- What needs to be done -
Transcribe the data below verbatim from the line with "M538,193L545,197L535,215L528,211Z" to the line with "M158,77L182,61". Include both of those lines.

[Dataset entries]
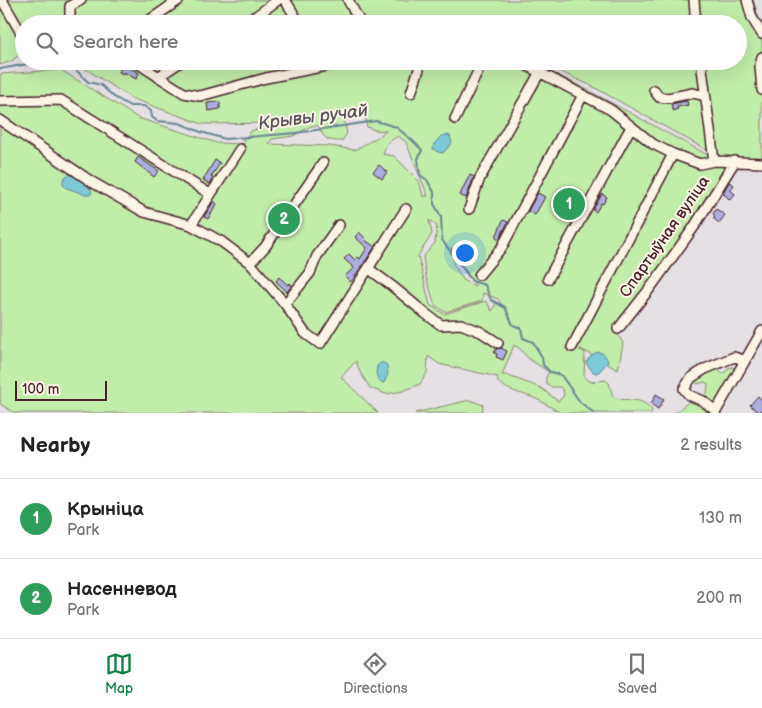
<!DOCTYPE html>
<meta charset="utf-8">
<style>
body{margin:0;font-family:"Balsamiq Sans",sans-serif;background:#f6f6f6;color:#222}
.scale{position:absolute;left:15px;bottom:12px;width:92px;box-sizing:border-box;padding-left:5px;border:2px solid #4a1f2b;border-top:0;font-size:14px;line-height:18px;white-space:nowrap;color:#4a1f2b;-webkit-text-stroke:4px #fcf5e5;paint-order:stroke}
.you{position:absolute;left:464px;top:252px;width:18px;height:18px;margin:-12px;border:4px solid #fff;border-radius:50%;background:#1a73e8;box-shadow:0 0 0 8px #1a73e833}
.badge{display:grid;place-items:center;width:32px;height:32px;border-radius:50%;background:#0b8043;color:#fff;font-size:16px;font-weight:700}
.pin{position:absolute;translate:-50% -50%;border:2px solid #fff;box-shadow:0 1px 5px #0006}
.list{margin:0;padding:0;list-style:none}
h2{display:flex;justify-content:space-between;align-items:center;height:65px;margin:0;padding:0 20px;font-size:21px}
h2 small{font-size:16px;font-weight:400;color:#767676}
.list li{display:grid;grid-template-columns:32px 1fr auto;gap:15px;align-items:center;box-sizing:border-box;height:80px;padding:0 20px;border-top:1px solid #e0e0e0}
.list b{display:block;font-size:19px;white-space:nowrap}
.list p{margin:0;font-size:16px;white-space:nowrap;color:#767676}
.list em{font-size:16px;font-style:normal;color:#767676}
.icon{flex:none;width:28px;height:28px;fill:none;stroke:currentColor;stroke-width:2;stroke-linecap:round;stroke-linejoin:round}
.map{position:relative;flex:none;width:762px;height:413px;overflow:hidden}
.search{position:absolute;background:#fff;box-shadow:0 5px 20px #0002;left:15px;right:15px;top:15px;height:55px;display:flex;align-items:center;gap:12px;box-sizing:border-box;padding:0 18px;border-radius:28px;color:#767676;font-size:19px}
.sheet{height:225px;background:#fff}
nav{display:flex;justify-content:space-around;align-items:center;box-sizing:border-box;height:70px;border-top:1px solid #e0e0e0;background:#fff;font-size:14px;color:#767676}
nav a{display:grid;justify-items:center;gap:2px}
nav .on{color:#0b8043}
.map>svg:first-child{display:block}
</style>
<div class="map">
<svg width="762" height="413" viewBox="0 0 762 413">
<rect width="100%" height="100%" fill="#e4e0e4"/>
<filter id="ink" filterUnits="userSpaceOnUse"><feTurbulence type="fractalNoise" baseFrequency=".02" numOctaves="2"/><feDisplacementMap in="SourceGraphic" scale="10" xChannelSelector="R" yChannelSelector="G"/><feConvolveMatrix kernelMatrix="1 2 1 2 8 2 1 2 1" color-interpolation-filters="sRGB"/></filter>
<g filter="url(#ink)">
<path fill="#c1edaa" stroke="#86866a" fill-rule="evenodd" d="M0,0H77L67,24H24V50L12,61L0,65Z
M85,0H753L762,28V161L723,159L590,85L536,61H738V24H74L72,6Z
M78,61H529L584,88L730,167L672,254L614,328L623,343L618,370L581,349L579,350L585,352L584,377L591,382L605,380L609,383L613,397C630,403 639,395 652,410L651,413H558L559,412C550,407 542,401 534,398C521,393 507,391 497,381L498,377L439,364L428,356L427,373L420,384L403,391L386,394L370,388L359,370L356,361L341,377L378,413H15L0,404V74L61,70L138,118L217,143L244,144L243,140L251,131L275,123L202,124L131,98L78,64ZM365,115L367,127L375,130L386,131C377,139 365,143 355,150L330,146L269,144L272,139L293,136L311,126H319C324,140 328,141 342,141L347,133L344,120ZM398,136L406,142L428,196H423L419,181L394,156L383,154L387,143ZM429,220L437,226L435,243L423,257L426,277L435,305L445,312L482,301L483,293L498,299L504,308L496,303L492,311L486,301L444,314L430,305L418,256L432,234ZM451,247L475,285V286L464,281L454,265ZM514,345L519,348L529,359L549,372L546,377V383L552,387H560L564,392L563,397L558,401L541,388L506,375H502Z
M721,365L718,370L723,374L729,368L733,367L735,373L716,403L711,404L706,401C705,396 708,391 708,384L705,382L697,384L695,381L696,377Z
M470,400L483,405L482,413H415Z
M691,400L701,402L707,413H675Z"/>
<path fill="#7bc9d8" stroke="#678593" d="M447,135L450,136L452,143L443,153L438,152L433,149L434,144L441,136Z
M70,174C79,178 87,183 92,192L90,195H85L78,192L66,188L63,185V180L66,176Z
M599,352C604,353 607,357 608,362L599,372L596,373L593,372L586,363C588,358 594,353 599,352Z
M382,362L387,365L388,374L384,383L379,381L376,374L377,366Z"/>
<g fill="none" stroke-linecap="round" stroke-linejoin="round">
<path stroke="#678593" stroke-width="2" d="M0,69L28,64H66L78,72L88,82L101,85L114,97L130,106H144L151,111L152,117L157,121L179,123L201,132L225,139L296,133L376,121L396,127L413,141L422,150L418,159L420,175L427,180L434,192V204L441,216L442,240L472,281L485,285L491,300L505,307L513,325L521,328L523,338L533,342L542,357L543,365L550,372L561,375L580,402L594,413"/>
</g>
<path fill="#abafe0" stroke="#4a1f2b" d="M123,64L139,73L136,79L124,72L123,74L119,72Z
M687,101L688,105L677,107L678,109L673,111L671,104Z
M220,102V109L208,111L207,103Z
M138,157L159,171L154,177L135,162Z
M215,160L220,163L211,177L213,178L210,184L203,180Z
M379,165L387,172L382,179L373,172Z
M470,175L474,177L466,198L460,195L464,186Z
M729,182L734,185L730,190L735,194L730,200L723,193Z
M538,193L545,197L535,215L528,211Z
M602,194L607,197L603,204L601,203L596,212L593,210Z
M214,201L217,204L208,219L204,217Z
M716,209L725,215L719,223L713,218L715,216L713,214Z
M503,220L508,222L499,239L496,237Z
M359,232L366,239L365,240L375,247L355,276V278L350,282L345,276L354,268L344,259L349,254L355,260L358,257L360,259L367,248L355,237Z
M279,277L288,285L290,283L292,285L287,292L276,281Z
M501,348L507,351L503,360L496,357L497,354L494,353L496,349Z
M656,394L664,399L658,409L651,404Z
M758,396L762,400V408L759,413L750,405Z"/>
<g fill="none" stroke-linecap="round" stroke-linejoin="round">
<g stroke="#4a1f2b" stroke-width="12">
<path id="minor" d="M2,0L24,38
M285,0L300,24
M348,0L361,24
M694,0L696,24
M747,0L752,18L762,34
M70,24V6L81,0
M144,24L179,0
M239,24L256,16L278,0
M762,57L760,66L762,90
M134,61L184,93L200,96L266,78L351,61
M518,61L583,95L611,110L653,144L673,154L700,164L714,161L762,163
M701,61L714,161
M158,77L182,61
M654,90L659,97L668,98L693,93L705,96
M411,93L419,69V61
M0,101L61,100L210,194
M455,119L483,61
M0,120L92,182L144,212L191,225L240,149
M469,209L480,178L540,72
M191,225L222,242L250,263L285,304L310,273L317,256L339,225
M250,263L265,247L323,163
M369,269L392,286L426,314L441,325L461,324L481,332L498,343
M479,275L502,247L583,95
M548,279L631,127
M285,304L305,333L320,344L406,209
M618,329L651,287L694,227L735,161
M572,347L673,154
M716,411L703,401L689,395L684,389L691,378L705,369L734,357L744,360
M715,413L762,331"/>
</g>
<use href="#minor" stroke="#fcf5e5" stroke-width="9"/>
</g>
</g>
<g text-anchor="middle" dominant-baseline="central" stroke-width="4" stroke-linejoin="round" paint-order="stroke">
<g font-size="16" fill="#4a1f2b" stroke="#fcf5e5">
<text transform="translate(665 237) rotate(-55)">Спартыўная вуліца</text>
</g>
<g font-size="18" font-style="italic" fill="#59525f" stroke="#fcf5e5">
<text transform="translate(313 117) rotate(-7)">Крывы ручай</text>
</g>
</g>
</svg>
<div class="scale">100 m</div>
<div class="you"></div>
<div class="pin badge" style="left:569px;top:204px;background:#2e9e5b">1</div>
<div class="pin badge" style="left:284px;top:219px;background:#2e9e5b">2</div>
<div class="search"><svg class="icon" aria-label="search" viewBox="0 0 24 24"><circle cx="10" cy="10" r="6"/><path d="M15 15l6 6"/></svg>Search here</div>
</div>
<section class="sheet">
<h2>Nearby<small>2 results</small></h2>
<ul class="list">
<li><span class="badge" style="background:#2e9e5b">1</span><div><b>Крыніца</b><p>Park</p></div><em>130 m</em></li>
<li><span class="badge" style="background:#2e9e5b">2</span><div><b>Насенневод</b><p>Park</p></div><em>200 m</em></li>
</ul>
</section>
<nav>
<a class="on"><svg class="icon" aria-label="map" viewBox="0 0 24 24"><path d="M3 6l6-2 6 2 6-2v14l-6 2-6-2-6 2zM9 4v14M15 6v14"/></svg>Map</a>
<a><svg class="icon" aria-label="directions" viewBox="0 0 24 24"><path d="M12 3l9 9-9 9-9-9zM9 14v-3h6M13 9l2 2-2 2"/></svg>Directions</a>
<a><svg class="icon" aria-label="saved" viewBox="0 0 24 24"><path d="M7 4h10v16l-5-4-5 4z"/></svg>Saved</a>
</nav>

- Completed exercise -
M538,193L545,197L535,215L528,211Z
M602,194L607,197L603,204L601,203L596,212L593,210Z
M214,201L217,204L208,219L204,217Z
M716,209L725,215L719,223L713,218L715,216L713,214Z
M503,220L508,222L499,239L496,237Z
M359,232L366,239L365,240L375,247L355,276V278L350,282L345,276L354,268L344,259L349,254L355,260L358,257L360,259L367,248L355,237Z
M279,277L288,285L290,283L292,285L287,292L276,281Z
M501,348L507,351L503,360L496,357L497,354L494,353L496,349Z
M656,394L664,399L658,409L651,404Z
M758,396L762,400V408L759,413L750,405Z"/>
<g fill="none" stroke-linecap="round" stroke-linejoin="round">
<g stroke="#4a1f2b" stroke-width="12">
<path id="minor" d="M2,0L24,38
M285,0L300,24
M348,0L361,24
M694,0L696,24
M747,0L752,18L762,34
M70,24V6L81,0
M144,24L179,0
M239,24L256,16L278,0
M762,57L760,66L762,90
M134,61L184,93L200,96L266,78L351,61
M518,61L583,95L611,110L653,144L673,154L700,164L714,161L762,163
M701,61L714,161
M158,77L182,61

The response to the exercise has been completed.